→ Work task
From first line to last, the records below are to be duplicated exactly.
**** Records provided ****
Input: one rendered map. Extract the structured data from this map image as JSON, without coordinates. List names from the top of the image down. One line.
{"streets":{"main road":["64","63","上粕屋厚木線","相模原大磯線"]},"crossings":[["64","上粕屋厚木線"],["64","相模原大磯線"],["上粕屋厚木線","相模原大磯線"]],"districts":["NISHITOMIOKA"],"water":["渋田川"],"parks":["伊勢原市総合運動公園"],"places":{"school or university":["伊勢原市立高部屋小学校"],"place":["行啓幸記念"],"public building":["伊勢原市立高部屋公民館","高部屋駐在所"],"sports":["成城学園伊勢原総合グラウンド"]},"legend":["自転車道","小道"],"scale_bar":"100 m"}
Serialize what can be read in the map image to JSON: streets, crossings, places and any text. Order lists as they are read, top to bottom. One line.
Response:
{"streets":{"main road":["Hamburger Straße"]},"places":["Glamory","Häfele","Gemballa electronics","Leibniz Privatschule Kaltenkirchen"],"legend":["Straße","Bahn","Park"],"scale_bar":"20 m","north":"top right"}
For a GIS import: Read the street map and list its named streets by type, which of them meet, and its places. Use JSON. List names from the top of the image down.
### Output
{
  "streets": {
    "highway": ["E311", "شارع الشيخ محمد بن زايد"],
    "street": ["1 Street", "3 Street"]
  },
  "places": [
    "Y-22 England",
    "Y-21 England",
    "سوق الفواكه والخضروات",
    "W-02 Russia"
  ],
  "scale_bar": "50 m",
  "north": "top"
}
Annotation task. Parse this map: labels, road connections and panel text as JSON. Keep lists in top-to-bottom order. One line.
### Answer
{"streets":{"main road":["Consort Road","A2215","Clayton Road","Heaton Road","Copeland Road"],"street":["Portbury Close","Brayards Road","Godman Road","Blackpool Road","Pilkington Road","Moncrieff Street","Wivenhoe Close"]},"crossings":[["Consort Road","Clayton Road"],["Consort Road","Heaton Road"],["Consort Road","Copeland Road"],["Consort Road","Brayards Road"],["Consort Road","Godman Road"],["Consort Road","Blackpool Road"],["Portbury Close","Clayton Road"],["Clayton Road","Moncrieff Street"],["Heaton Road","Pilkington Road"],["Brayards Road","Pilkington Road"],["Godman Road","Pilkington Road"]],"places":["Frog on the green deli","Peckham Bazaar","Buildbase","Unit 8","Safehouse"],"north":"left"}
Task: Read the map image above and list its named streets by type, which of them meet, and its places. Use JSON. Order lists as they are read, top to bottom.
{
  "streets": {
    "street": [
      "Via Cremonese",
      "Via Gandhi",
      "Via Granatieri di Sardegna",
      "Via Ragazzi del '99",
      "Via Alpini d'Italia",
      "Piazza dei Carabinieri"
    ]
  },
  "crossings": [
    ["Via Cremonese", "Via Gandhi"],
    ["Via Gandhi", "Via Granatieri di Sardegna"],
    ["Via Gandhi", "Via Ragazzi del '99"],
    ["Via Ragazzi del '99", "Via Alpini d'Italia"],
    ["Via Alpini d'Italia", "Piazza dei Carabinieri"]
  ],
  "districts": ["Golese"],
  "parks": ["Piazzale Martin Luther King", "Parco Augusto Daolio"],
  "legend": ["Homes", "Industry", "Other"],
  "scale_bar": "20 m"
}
****
→ Task solution
Input: one rendered map. Extract the structured data from this map image as JSON, without coordinates. List names from the top of the image down. One line.
{"streets":{"main road":["64","63","上粕屋厚木線","相模原大磯線"]},"crossings":[["64","上粕屋厚木線"],["64","相模原大磯線"],["上粕屋厚木線","相模原大磯線"]],"districts":["NISHITOMIOKA"],"water":["渋田川"],"parks":["伊勢原市総合運動公園"],"places":{"school or university":["伊勢原市立高部屋小学校"],"place":["行啓幸記念"],"public building":["伊勢原市立高部屋公民館","高部屋駐在所"],"sports":["成城学園伊勢原総合グラウンド"]},"legend":["自転車道","小道"],"scale_bar":"100 m"}
Serialize what can be read in the map image to JSON: streets, crossings, places and any text. Order lists as they are read, top to bottom. One line.
Response:
{"streets":{"main road":["Hamburger Straße"]},"places":["Glamory","Häfele","Gemballa electronics","Leibniz Privatschule Kaltenkirchen"],"legend":["Straße","Bahn","Park"],"scale_bar":"20 m","north":"top right"}
For a GIS import: Read the street map and list its named streets by type, which of them meet, and its places. Use JSON. List names from the top of the image down.
### Output
{
  "streets": {
    "highway": ["E311", "شارع الشيخ محمد بن زايد"],
    "street": ["1 Street", "3 Street"]
  },
  "places": [
    "Y-22 England",
    "Y-21 England",
    "سوق الفواكه والخضروات",
    "W-02 Russia"
  ],
  "scale_bar": "50 m",
  "north": "top"
}
Annotation task. Parse this map: labels, road connections and panel text as JSON. Keep lists in top-to-bottom order. One line.
### Answer
{"streets":{"main road":["Consort Road","A2215","Clayton Road","Heaton Road","Copeland Road"],"street":["Portbury Close","Brayards Road","Godman Road","Blackpool Road","Pilkington Road","Moncrieff Street","Wivenhoe Close"]},"crossings":[["Consort Road","Clayton Road"],["Consort Road","Heaton Road"],["Consort Road","Copeland Road"],["Consort Road","Brayards Road"],["Consort Road","Godman Road"],["Consort Road","Blackpool Road"],["Portbury Close","Clayton Road"],["Clayton Road","Moncrieff Street"],["Heaton Road","Pilkington Road"],["Brayards Road","Pilkington Road"],["Godman Road","Pilkington Road"]],"places":["Frog on the green deli","Peckham Bazaar","Buildbase","Unit 8","Safehouse"],"north":"left"}
Task: Read the map image above and list its named streets by type, which of them meet, and its places. Use JSON. Order lists as they are read, top to bottom.
{
  "streets": {
    "street": [
      "Via Cremonese",
      "Via Gandhi",
      "Via Granatieri di Sardegna",
      "Via Ragazzi del '99",
      "Via Alpini d'Italia",
      "Piazza dei Carabinieri"
    ]
  },
  "crossings": [
    ["Via Cremonese", "Via Gandhi"],
    ["Via Gandhi", "Via Granatieri di Sardegna"],
    ["Via Gandhi", "Via Ragazzi del '99"],
    ["Via Ragazzi del '99", "Via Alpini d'Italia"],
    ["Via Alpini d'Italia", "Piazza dei Carabinieri"]
  ],
  "districts": ["Golese"],
  "parks": ["Piazzale Martin Luther King", "Parco Augusto Daolio"],
  "legend": ["Homes", "Industry", "Other"],
  "scale_bar": "20 m"
}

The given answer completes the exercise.